Items listed in a dataset
════════════════════

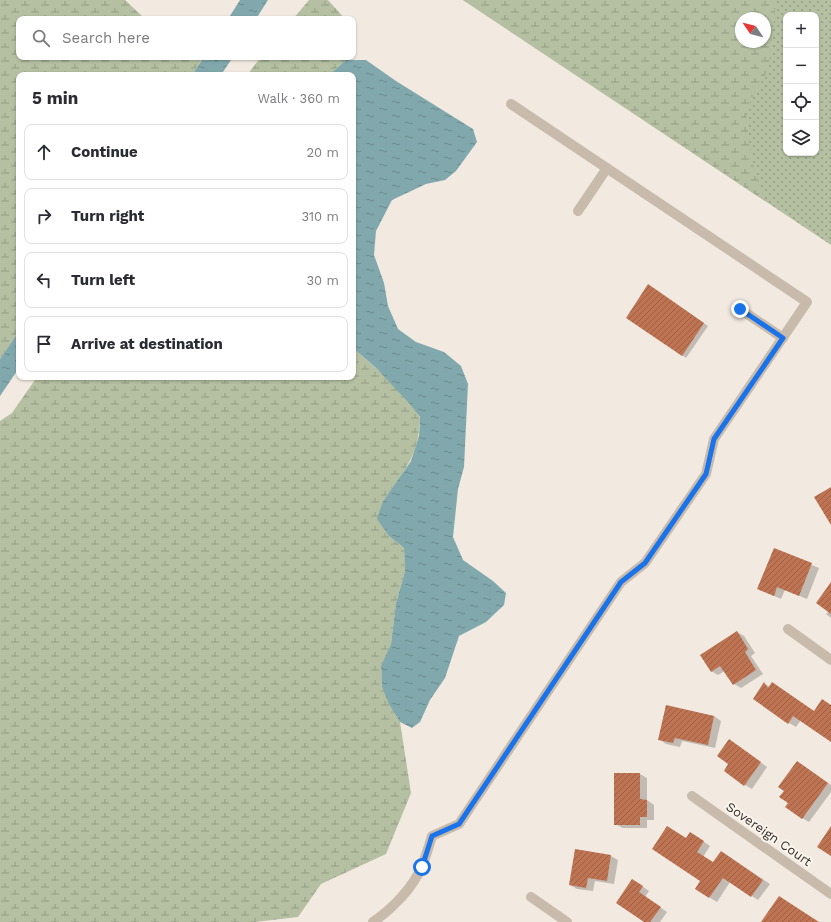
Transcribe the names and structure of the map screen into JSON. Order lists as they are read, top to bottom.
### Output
{
  "streets": {
    "street": ["Sovereign Court"]
  },
  "north": "top left",
  "page": {
    "map_buttons": ["+", "−"],
    "search": "Search here",
    "heading": ["5 min", "Walk · 360 m"],
    "list": [
      ["Continue", "20 m"],
      ["Turn right", "310 m"],
      ["Turn left", "30 m"],
      "Arrive at destination"
    ]
  }
}
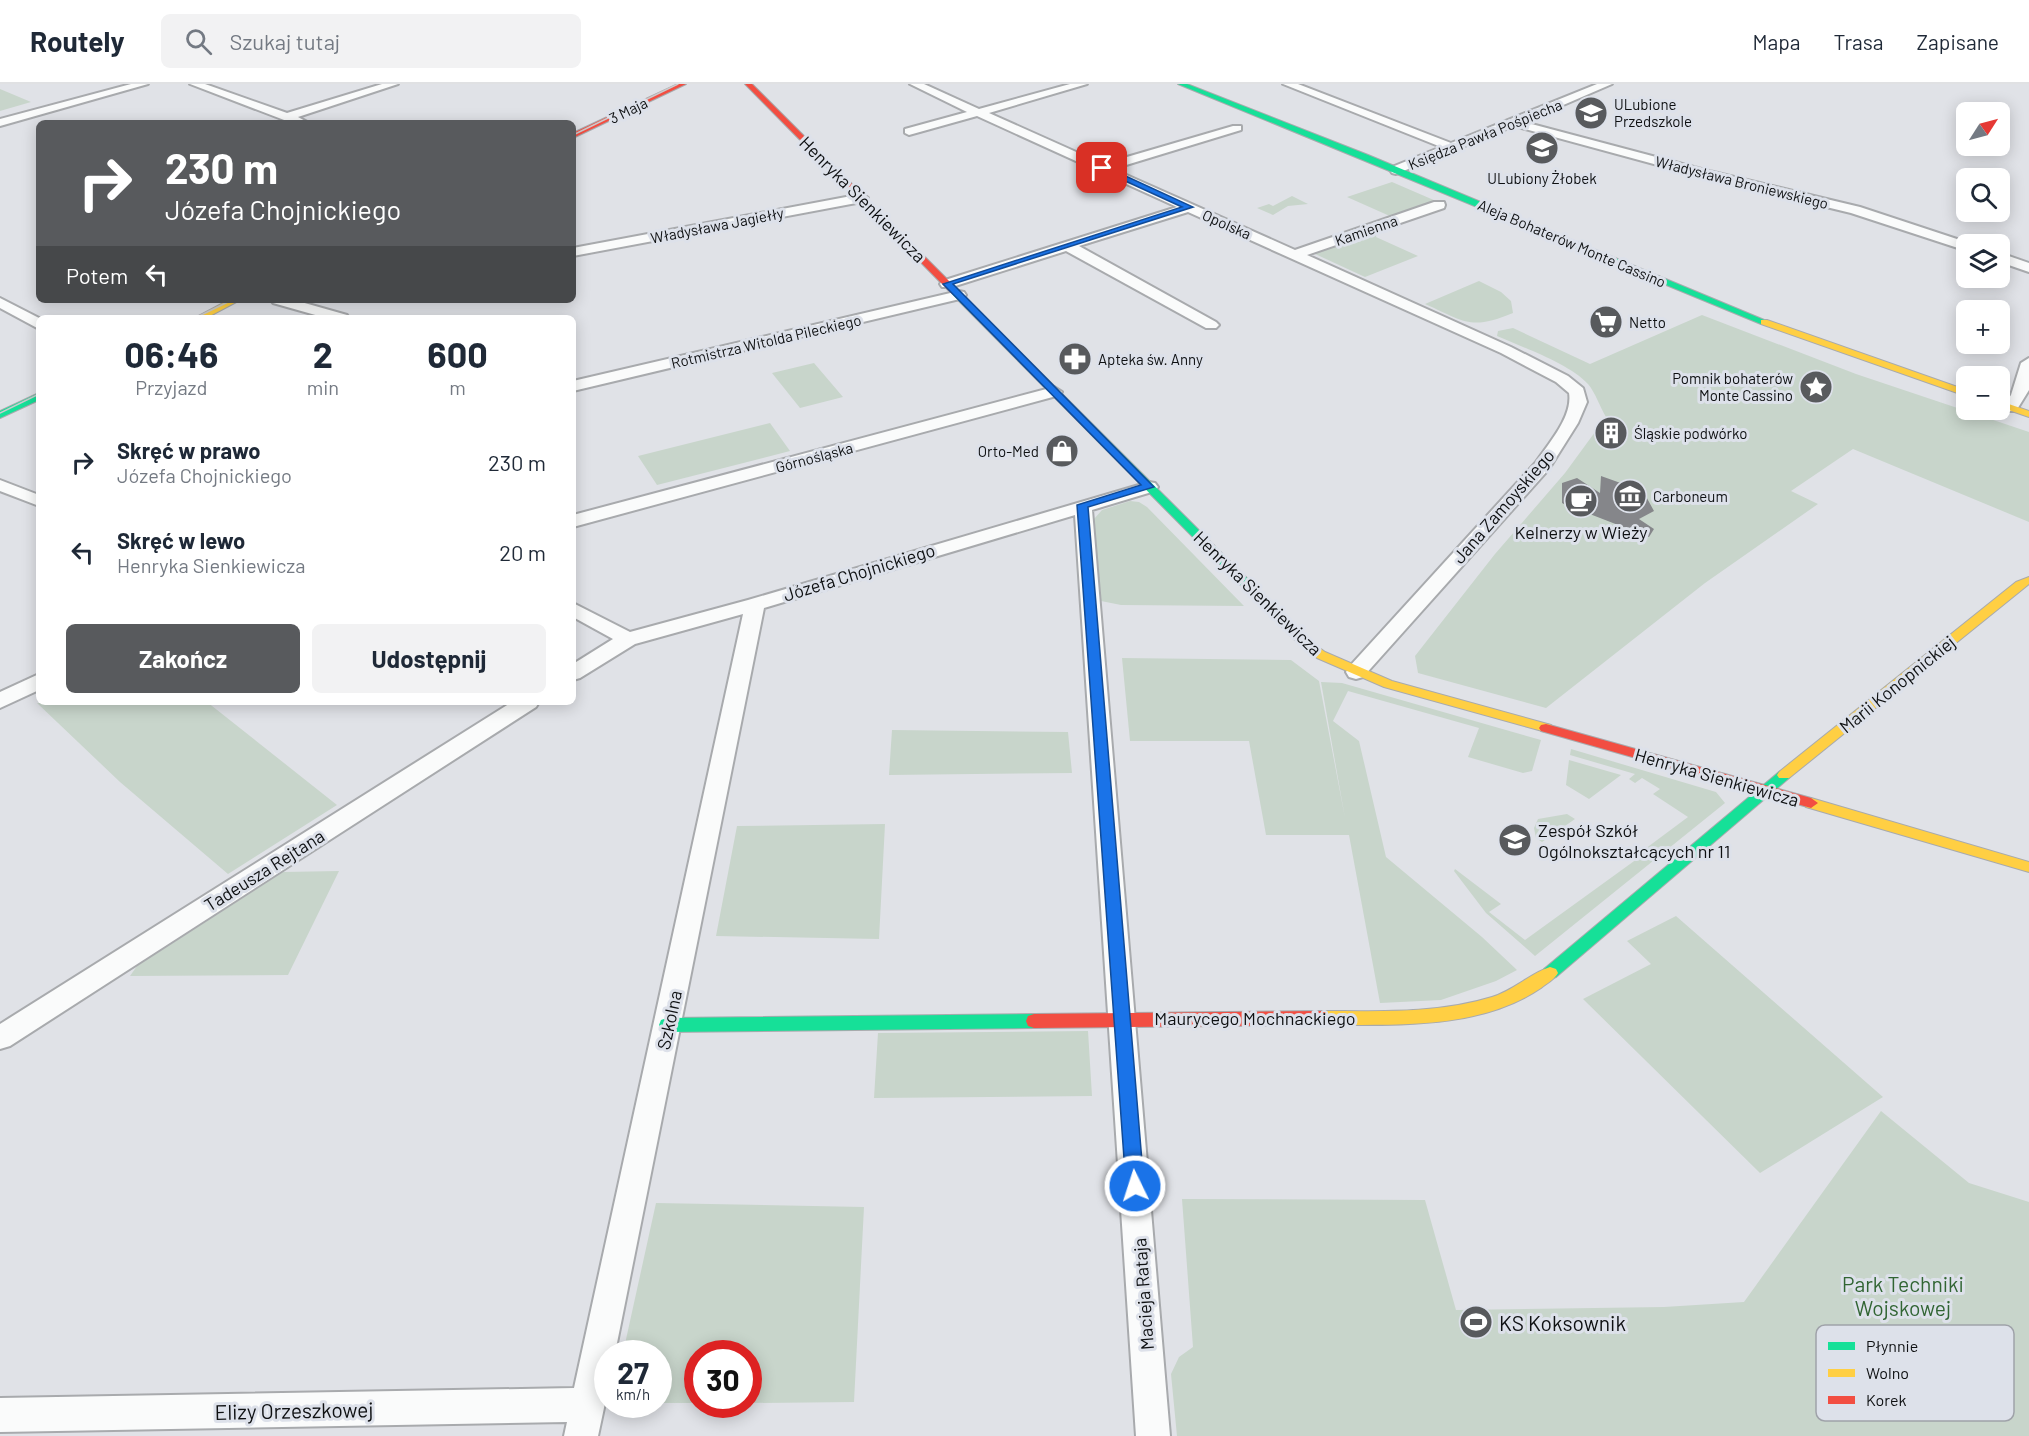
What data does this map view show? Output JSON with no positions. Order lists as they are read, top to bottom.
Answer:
{
  "streets": {
    "street": [
      "3 Maja",
      "Księdza Pawła Pośpiecha",
      "Władysława Broniewskiego",
      "Henryka Sienkiewicza",
      "Opolska",
      "Władysława Jagiełły",
      "Kamienna",
      "Aleja Bohaterów Monte Cassino",
      "Rotmistrza Witolda Pileckiego",
      "Górnośląska",
      "Jana Zamoyskiego",
      "Józefa Chojnickiego",
      "Marii Konopnickiej",
      "Tadeusza Rejtana",
      "Maurycego Mochnackiego",
      "Szkolna",
      "Macieja Rataja",
      "Elizy Orzeszkowej"
    ]
  },
  "crossings": [
    ["Księdza Pawła Pośpiecha", "Władysława Broniewskiego"],
    ["Księdza Pawła Pośpiecha", "Aleja Bohaterów Monte Cassino"],
    ["Henryka Sienkiewicza", "Władysława Jagiełły"],
    ["Henryka Sienkiewicza", "Rotmistrza Witolda Pileckiego"],
    ["Henryka Sienkiewicza", "Górnośląska"],
    ["Henryka Sienkiewicza", "Jana Zamoyskiego"],
    ["Henryka Sienkiewicza", "Józefa Chojnickiego"],
    ["Henryka Sienkiewicza", "Marii Konopnickiej"],
    ["Henryka Sienkiewicza", "Maurycego Mochnackiego"],
    ["Opolska", "Kamienna"],
    ["Opolska", "Jana Zamoyskiego"],
    ["Józefa Chojnickiego", "Szkolna"],
    ["Józefa Chojnickiego", "Macieja Rataja"],
    ["Marii Konopnickiej", "Maurycego Mochnackiego"],
    ["Maurycego Mochnackiego", "Szkolna"],
    ["Maurycego Mochnackiego", "Macieja Rataja"],
    ["Szkolna", "Elizy Orzeszkowej"]
  ],
  "parks": ["Park Techniki Wojskowej"],
  "places": {
    "school or university": ["ULubione Przedszkole", "ULubiony Żłobek", "Zespół Szkół Ogólnokształcących nr 11"],
    "supermarket": ["Netto"],
    "pharmacy": ["Apteka św. Anny"],
    "place": ["Pomnik bohaterów Monte Cassino"],
    "building": ["Śląskie podwórko"],
    "shop": ["Orto-Med"],
    "museum": ["Carboneum"],
    "cafe": ["Kelnerzy w Wieży"],
    "sports": ["KS Koksownik"]
  },
  "legend": ["Płynnie", "Wolno", "Korek"],
  "north": "top right",
  "page": {
    "header": "Routely",
    "search": "Szukaj tutaj",
    "nav": ["Mapa", "Trasa", "Zapisane"],
    "map_buttons": ["+", "−"],
    "turn": ["230 m", "Józefa Chojnickiego"],
    "then": "Potem",
    "eta": [
      "06:46",
      "Przyjazd",
      "2",
      "min",
      "600",
      "m"
    ],
    "list": [
      {
        "name": "Skręć w prawo",
        "note": "Józefa Chojnickiego",
        "value": "230 m"
      },
      {
        "name": "Skręć w lewo",
        "note": "Henryka Sienkiewicza",
        "value": "20 m"
      }
    ],
    "buttons": ["Zakończ", "Udostępnij"],
    "speed": "27 km/h",
    "limit": "30"
  }
}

════════════════════

• Task statement
Set down all the data again exactly as above, pictures excluded.

• Output below
Transcribe the names and structure of the map screen into JSON. Order lists as they are read, top to bottom.
### Output
{
  "streets": {
    "street": ["Sovereign Court"]
  },
  "north": "top left",
  "page": {
    "map_buttons": ["+", "−"],
    "search": "Search here",
    "heading": ["5 min", "Walk · 360 m"],
    "list": [
      ["Continue", "20 m"],
      ["Turn right", "310 m"],
      ["Turn left", "30 m"],
      "Arrive at destination"
    ]
  }
}
What data does this map view show? Output JSON with no positions. Order lists as they are read, top to bottom.
Answer:
{
  "streets": {
    "street": [
      "3 Maja",
      "Księdza Pawła Pośpiecha",
      "Władysława Broniewskiego",
      "Henryka Sienkiewicza",
      "Opolska",
      "Władysława Jagiełły",
      "Kamienna",
      "Aleja Bohaterów Monte Cassino",
      "Rotmistrza Witolda Pileckiego",
      "Górnośląska",
      "Jana Zamoyskiego",
      "Józefa Chojnickiego",
      "Marii Konopnickiej",
      "Tadeusza Rejtana",
      "Maurycego Mochnackiego",
      "Szkolna",
      "Macieja Rataja",
      "Elizy Orzeszkowej"
    ]
  },
  "crossings": [
    ["Księdza Pawła Pośpiecha", "Władysława Broniewskiego"],
    ["Księdza Pawła Pośpiecha", "Aleja Bohaterów Monte Cassino"],
    ["Henryka Sienkiewicza", "Władysława Jagiełły"],
    ["Henryka Sienkiewicza", "Rotmistrza Witolda Pileckiego"],
    ["Henryka Sienkiewicza", "Górnośląska"],
    ["Henryka Sienkiewicza", "Jana Zamoyskiego"],
    ["Henryka Sienkiewicza", "Józefa Chojnickiego"],
    ["Henryka Sienkiewicza", "Marii Konopnickiej"],
    ["Henryka Sienkiewicza", "Maurycego Mochnackiego"],
    ["Opolska", "Kamienna"],
    ["Opolska", "Jana Zamoyskiego"],
    ["Józefa Chojnickiego", "Szkolna"],
    ["Józefa Chojnickiego", "Macieja Rataja"],
    ["Marii Konopnickiej", "Maurycego Mochnackiego"],
    ["Maurycego Mochnackiego", "Szkolna"],
    ["Maurycego Mochnackiego", "Macieja Rataja"],
    ["Szkolna", "Elizy Orzeszkowej"]
  ],
  "parks": ["Park Techniki Wojskowej"],
  "places": {
    "school or university": ["ULubione Przedszkole", "ULubiony Żłobek", "Zespół Szkół Ogólnokształcących nr 11"],
    "supermarket": ["Netto"],
    "pharmacy": ["Apteka św. Anny"],
    "place": ["Pomnik bohaterów Monte Cassino"],
    "building": ["Śląskie podwórko"],
    "shop": ["Orto-Med"],
    "museum": ["Carboneum"],
    "cafe": ["Kelnerzy w Wieży"],
    "sports": ["KS Koksownik"]
  },
  "legend": ["Płynnie", "Wolno", "Korek"],
  "north": "top right",
  "page": {
    "header": "Routely",
    "search": "Szukaj tutaj",
    "nav": ["Mapa", "Trasa", "Zapisane"],
    "map_buttons": ["+", "−"],
    "turn": ["230 m", "Józefa Chojnickiego"],
    "then": "Potem",
    "eta": [
      "06:46",
      "Przyjazd",
      "2",
      "min",
      "600",
      "m"
    ],
    "list": [
      {
        "name": "Skręć w prawo",
        "note": "Józefa Chojnickiego",
        "value": "230 m"
      },
      {
        "name": "Skręć w lewo",
        "note": "Henryka Sienkiewicza",
        "value": "20 m"
      }
    ],
    "buttons": ["Zakończ", "Udostępnij"],
    "speed": "27 km/h",
    "limit": "30"
  }
}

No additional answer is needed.